_TASK_
As an exercise, copy out the entries exactly as written.

─── SUPPLIED DATA

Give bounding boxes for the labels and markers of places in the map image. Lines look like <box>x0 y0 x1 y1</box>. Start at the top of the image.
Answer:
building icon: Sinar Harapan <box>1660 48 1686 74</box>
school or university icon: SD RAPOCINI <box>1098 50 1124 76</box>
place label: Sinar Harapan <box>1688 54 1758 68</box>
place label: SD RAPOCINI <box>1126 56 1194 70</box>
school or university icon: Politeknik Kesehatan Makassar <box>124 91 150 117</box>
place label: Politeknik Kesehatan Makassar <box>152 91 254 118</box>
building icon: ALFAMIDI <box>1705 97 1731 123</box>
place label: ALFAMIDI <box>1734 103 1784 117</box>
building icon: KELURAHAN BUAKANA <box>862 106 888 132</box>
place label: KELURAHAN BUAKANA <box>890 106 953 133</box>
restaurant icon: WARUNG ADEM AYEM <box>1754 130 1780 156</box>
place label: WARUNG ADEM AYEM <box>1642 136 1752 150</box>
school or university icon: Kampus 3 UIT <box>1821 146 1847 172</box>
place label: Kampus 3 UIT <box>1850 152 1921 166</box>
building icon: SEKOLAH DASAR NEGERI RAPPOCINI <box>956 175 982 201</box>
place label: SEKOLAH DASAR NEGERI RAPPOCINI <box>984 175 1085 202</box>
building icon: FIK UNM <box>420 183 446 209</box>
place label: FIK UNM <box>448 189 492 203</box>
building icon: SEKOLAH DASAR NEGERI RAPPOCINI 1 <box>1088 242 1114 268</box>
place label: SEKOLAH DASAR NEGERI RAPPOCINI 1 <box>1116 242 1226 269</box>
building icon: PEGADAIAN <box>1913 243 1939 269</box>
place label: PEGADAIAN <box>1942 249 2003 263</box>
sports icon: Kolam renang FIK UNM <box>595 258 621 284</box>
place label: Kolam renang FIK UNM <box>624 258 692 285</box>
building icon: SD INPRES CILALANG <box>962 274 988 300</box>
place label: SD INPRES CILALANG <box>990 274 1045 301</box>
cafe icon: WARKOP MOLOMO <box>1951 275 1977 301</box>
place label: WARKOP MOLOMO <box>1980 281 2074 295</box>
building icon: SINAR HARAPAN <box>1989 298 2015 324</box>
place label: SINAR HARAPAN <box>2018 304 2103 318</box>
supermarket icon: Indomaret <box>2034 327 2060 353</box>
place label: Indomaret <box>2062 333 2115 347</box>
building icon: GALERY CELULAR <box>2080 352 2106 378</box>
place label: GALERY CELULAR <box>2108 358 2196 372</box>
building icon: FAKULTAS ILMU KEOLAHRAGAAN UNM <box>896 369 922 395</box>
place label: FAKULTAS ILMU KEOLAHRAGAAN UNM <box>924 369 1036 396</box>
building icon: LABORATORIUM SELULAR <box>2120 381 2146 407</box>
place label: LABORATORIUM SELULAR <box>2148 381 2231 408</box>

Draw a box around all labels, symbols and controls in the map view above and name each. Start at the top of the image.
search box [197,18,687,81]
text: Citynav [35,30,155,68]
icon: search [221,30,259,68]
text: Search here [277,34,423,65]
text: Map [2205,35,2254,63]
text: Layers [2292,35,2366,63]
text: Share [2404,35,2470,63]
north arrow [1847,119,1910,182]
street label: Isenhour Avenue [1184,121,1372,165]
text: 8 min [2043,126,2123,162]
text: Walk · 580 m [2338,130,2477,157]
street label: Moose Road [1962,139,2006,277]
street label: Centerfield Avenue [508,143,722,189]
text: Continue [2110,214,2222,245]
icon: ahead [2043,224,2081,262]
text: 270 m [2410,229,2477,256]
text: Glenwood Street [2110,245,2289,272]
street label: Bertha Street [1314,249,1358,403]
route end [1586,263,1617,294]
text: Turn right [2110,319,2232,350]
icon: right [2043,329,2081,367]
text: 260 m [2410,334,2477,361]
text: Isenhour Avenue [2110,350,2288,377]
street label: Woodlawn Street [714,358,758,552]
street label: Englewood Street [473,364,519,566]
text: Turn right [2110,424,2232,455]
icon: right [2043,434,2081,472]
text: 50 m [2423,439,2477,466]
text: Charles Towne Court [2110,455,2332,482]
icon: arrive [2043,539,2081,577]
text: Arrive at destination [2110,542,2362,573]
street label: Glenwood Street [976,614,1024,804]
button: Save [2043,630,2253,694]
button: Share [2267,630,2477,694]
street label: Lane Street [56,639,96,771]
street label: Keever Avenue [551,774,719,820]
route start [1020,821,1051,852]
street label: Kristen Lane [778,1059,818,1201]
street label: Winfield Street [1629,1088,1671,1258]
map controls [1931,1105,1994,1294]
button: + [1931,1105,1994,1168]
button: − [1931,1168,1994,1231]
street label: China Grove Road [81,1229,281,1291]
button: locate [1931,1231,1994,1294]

──────

_TASK OUTPUT_
Give bounding boxes for the labels and markers of places in the map image. Lines look like <box>x0 y0 x1 y1</box>. Start at the top of the image.
Answer:
building icon: Sinar Harapan <box>1660 48 1686 74</box>
school or university icon: SD RAPOCINI <box>1098 50 1124 76</box>
place label: Sinar Harapan <box>1688 54 1758 68</box>
place label: SD RAPOCINI <box>1126 56 1194 70</box>
school or university icon: Politeknik Kesehatan Makassar <box>124 91 150 117</box>
place label: Politeknik Kesehatan Makassar <box>152 91 254 118</box>
building icon: ALFAMIDI <box>1705 97 1731 123</box>
place label: ALFAMIDI <box>1734 103 1784 117</box>
building icon: KELURAHAN BUAKANA <box>862 106 888 132</box>
place label: KELURAHAN BUAKANA <box>890 106 953 133</box>
restaurant icon: WARUNG ADEM AYEM <box>1754 130 1780 156</box>
place label: WARUNG ADEM AYEM <box>1642 136 1752 150</box>
school or university icon: Kampus 3 UIT <box>1821 146 1847 172</box>
place label: Kampus 3 UIT <box>1850 152 1921 166</box>
building icon: SEKOLAH DASAR NEGERI RAPPOCINI <box>956 175 982 201</box>
place label: SEKOLAH DASAR NEGERI RAPPOCINI <box>984 175 1085 202</box>
building icon: FIK UNM <box>420 183 446 209</box>
place label: FIK UNM <box>448 189 492 203</box>
building icon: SEKOLAH DASAR NEGERI RAPPOCINI 1 <box>1088 242 1114 268</box>
place label: SEKOLAH DASAR NEGERI RAPPOCINI 1 <box>1116 242 1226 269</box>
building icon: PEGADAIAN <box>1913 243 1939 269</box>
place label: PEGADAIAN <box>1942 249 2003 263</box>
sports icon: Kolam renang FIK UNM <box>595 258 621 284</box>
place label: Kolam renang FIK UNM <box>624 258 692 285</box>
building icon: SD INPRES CILALANG <box>962 274 988 300</box>
place label: SD INPRES CILALANG <box>990 274 1045 301</box>
cafe icon: WARKOP MOLOMO <box>1951 275 1977 301</box>
place label: WARKOP MOLOMO <box>1980 281 2074 295</box>
building icon: SINAR HARAPAN <box>1989 298 2015 324</box>
place label: SINAR HARAPAN <box>2018 304 2103 318</box>
supermarket icon: Indomaret <box>2034 327 2060 353</box>
place label: Indomaret <box>2062 333 2115 347</box>
building icon: GALERY CELULAR <box>2080 352 2106 378</box>
place label: GALERY CELULAR <box>2108 358 2196 372</box>
building icon: FAKULTAS ILMU KEOLAHRAGAAN UNM <box>896 369 922 395</box>
place label: FAKULTAS ILMU KEOLAHRAGAAN UNM <box>924 369 1036 396</box>
building icon: LABORATORIUM SELULAR <box>2120 381 2146 407</box>
place label: LABORATORIUM SELULAR <box>2148 381 2231 408</box>

Draw a box around all labels, symbols and controls in the map view above and name each. Start at the top of the image.
search box [197,18,687,81]
text: Citynav [35,30,155,68]
icon: search [221,30,259,68]
text: Search here [277,34,423,65]
text: Map [2205,35,2254,63]
text: Layers [2292,35,2366,63]
text: Share [2404,35,2470,63]
north arrow [1847,119,1910,182]
street label: Isenhour Avenue [1184,121,1372,165]
text: 8 min [2043,126,2123,162]
text: Walk · 580 m [2338,130,2477,157]
street label: Moose Road [1962,139,2006,277]
street label: Centerfield Avenue [508,143,722,189]
text: Continue [2110,214,2222,245]
icon: ahead [2043,224,2081,262]
text: 270 m [2410,229,2477,256]
text: Glenwood Street [2110,245,2289,272]
street label: Bertha Street [1314,249,1358,403]
route end [1586,263,1617,294]
text: Turn right [2110,319,2232,350]
icon: right [2043,329,2081,367]
text: 260 m [2410,334,2477,361]
text: Isenhour Avenue [2110,350,2288,377]
street label: Woodlawn Street [714,358,758,552]
street label: Englewood Street [473,364,519,566]
text: Turn right [2110,424,2232,455]
icon: right [2043,434,2081,472]
text: 50 m [2423,439,2477,466]
text: Charles Towne Court [2110,455,2332,482]
icon: arrive [2043,539,2081,577]
text: Arrive at destination [2110,542,2362,573]
street label: Glenwood Street [976,614,1024,804]
button: Save [2043,630,2253,694]
button: Share [2267,630,2477,694]
street label: Lane Street [56,639,96,771]
street label: Keever Avenue [551,774,719,820]
route start [1020,821,1051,852]
street label: Kristen Lane [778,1059,818,1201]
street label: Winfield Street [1629,1088,1671,1258]
map controls [1931,1105,1994,1294]
button: + [1931,1105,1994,1168]
button: − [1931,1168,1994,1231]
street label: China Grove Road [81,1229,281,1291]
button: locate [1931,1231,1994,1294]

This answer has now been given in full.